§ AIM OF THE EXERCISE: Return only the stretch of the material below that begins with the line containing "position:relative; width:712px; height:640px;" and ends with the line containing "position:absolute; left:664px; top:592px;", exactly; both of those lines belong to it.

§ THE DATA:
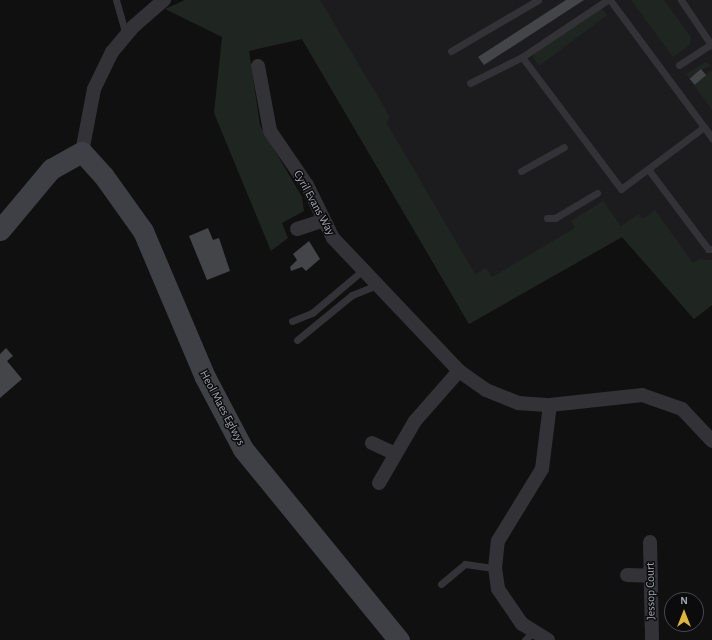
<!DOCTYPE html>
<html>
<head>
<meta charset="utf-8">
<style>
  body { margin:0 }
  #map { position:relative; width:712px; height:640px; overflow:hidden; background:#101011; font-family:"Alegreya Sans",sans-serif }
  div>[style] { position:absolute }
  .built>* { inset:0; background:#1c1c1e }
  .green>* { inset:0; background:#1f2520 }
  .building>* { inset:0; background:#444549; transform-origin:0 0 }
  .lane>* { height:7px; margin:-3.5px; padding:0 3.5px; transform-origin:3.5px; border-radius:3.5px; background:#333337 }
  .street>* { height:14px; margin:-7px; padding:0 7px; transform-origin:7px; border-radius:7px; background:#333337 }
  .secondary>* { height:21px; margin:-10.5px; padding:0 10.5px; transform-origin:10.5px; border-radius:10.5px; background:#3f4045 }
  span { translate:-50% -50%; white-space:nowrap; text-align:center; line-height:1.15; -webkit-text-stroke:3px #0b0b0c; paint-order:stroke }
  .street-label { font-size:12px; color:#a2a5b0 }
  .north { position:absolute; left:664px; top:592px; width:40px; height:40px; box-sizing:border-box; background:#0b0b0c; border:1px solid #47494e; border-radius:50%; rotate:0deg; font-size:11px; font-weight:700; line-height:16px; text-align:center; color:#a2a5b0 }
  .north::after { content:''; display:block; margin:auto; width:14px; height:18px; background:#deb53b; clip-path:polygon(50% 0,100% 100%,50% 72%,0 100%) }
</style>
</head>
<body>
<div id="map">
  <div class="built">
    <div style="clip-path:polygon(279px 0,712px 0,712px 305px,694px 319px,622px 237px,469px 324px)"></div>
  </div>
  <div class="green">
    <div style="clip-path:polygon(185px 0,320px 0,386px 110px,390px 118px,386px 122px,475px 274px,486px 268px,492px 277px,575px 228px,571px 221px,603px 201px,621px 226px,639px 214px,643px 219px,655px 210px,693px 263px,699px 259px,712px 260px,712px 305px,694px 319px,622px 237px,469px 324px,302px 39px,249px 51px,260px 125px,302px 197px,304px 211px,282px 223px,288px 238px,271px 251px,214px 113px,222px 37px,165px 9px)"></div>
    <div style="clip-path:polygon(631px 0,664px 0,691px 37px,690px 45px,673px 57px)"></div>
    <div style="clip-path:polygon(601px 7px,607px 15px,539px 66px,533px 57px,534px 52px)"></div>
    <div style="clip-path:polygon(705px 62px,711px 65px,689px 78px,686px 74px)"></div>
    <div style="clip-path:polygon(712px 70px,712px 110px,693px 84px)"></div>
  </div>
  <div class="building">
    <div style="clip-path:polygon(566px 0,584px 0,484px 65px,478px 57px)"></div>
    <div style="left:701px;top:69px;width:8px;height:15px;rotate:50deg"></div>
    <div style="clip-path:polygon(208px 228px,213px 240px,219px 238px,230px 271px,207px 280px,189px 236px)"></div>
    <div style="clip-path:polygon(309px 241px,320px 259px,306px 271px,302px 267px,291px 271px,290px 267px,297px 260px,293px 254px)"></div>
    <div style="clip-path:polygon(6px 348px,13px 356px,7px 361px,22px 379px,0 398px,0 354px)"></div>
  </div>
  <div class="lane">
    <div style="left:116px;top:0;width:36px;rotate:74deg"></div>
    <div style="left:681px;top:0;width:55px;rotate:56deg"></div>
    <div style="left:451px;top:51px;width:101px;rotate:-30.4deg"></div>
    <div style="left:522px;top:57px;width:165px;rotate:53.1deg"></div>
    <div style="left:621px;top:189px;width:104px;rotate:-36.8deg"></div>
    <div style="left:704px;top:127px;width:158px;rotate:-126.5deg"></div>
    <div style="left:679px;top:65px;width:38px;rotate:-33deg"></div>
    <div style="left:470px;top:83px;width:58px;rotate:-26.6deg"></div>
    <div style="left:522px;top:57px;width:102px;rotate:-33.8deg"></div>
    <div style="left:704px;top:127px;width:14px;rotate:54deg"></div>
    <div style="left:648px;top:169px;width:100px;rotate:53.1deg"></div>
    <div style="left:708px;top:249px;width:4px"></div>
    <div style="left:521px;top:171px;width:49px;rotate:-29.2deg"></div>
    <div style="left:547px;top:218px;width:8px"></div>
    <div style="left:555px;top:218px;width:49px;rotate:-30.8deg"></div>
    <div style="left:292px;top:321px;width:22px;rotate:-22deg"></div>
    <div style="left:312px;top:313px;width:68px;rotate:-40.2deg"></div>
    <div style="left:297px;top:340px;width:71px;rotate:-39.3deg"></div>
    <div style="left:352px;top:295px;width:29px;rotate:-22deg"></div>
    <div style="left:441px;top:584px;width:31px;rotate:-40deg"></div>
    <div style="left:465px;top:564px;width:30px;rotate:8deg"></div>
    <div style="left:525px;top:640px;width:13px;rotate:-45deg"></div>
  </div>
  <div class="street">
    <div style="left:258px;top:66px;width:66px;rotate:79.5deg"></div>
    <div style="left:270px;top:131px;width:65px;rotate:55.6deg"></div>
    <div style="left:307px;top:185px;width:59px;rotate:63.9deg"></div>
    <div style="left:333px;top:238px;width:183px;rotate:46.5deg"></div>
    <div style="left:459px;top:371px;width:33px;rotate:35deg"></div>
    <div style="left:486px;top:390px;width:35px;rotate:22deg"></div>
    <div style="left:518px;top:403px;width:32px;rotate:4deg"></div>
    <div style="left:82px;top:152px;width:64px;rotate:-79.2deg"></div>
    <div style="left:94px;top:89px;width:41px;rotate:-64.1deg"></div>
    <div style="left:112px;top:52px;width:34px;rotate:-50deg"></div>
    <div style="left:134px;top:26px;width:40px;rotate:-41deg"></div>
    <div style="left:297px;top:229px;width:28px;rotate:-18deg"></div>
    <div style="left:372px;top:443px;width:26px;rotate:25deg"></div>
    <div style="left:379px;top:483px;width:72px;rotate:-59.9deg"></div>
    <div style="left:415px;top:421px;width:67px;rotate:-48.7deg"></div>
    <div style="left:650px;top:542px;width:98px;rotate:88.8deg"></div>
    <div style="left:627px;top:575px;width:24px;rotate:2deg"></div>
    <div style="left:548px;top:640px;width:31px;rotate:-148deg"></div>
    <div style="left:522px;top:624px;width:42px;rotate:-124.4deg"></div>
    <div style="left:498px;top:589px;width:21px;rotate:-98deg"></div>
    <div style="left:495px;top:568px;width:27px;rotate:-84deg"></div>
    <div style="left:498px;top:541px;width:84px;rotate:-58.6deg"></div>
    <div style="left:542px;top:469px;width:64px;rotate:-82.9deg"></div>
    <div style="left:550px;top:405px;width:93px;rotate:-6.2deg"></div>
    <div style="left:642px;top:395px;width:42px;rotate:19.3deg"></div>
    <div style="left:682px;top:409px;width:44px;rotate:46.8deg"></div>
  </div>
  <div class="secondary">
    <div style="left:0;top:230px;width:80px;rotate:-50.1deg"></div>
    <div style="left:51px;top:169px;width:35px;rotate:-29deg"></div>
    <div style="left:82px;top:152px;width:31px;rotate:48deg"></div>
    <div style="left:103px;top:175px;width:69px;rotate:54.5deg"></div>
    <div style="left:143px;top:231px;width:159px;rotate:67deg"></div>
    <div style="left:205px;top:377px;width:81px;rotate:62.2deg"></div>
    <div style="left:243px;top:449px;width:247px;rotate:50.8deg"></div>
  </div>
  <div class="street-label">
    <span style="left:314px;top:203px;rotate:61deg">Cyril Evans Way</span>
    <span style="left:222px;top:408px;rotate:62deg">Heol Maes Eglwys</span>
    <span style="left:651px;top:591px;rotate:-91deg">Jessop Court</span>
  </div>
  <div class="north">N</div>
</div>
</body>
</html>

§ ANSWER SECTION:
  #map { position:relative; width:712px; height:640px; overflow:hidden; background:#101011; font-family:"Alegreya Sans",sans-serif }
  div>[style] { position:absolute }
  .built>* { inset:0; background:#1c1c1e }
  .green>* { inset:0; background:#1f2520 }
  .building>* { inset:0; background:#444549; transform-origin:0 0 }
  .lane>* { height:7px; margin:-3.5px; padding:0 3.5px; transform-origin:3.5px; border-radius:3.5px; background:#333337 }
  .street>* { height:14px; margin:-7px; padding:0 7px; transform-origin:7px; border-radius:7px; background:#333337 }
  .secondary>* { height:21px; margin:-10.5px; padding:0 10.5px; transform-origin:10.5px; border-radius:10.5px; background:#3f4045 }
  span { translate:-50% -50%; white-space:nowrap; text-align:center; line-height:1.15; -webkit-text-stroke:3px #0b0b0c; paint-order:stroke }
  .street-label { font-size:12px; color:#a2a5b0 }
  .north { position:absolute; left:664px; top:592px; width:40px; height:40px; box-sizing:border-box; background:#0b0b0c; border:1px solid #47494e; border-radius:50%; rotate:0deg; font-size:11px; font-weight:700; line-height:16px; text-align:center; color:#a2a5b0 }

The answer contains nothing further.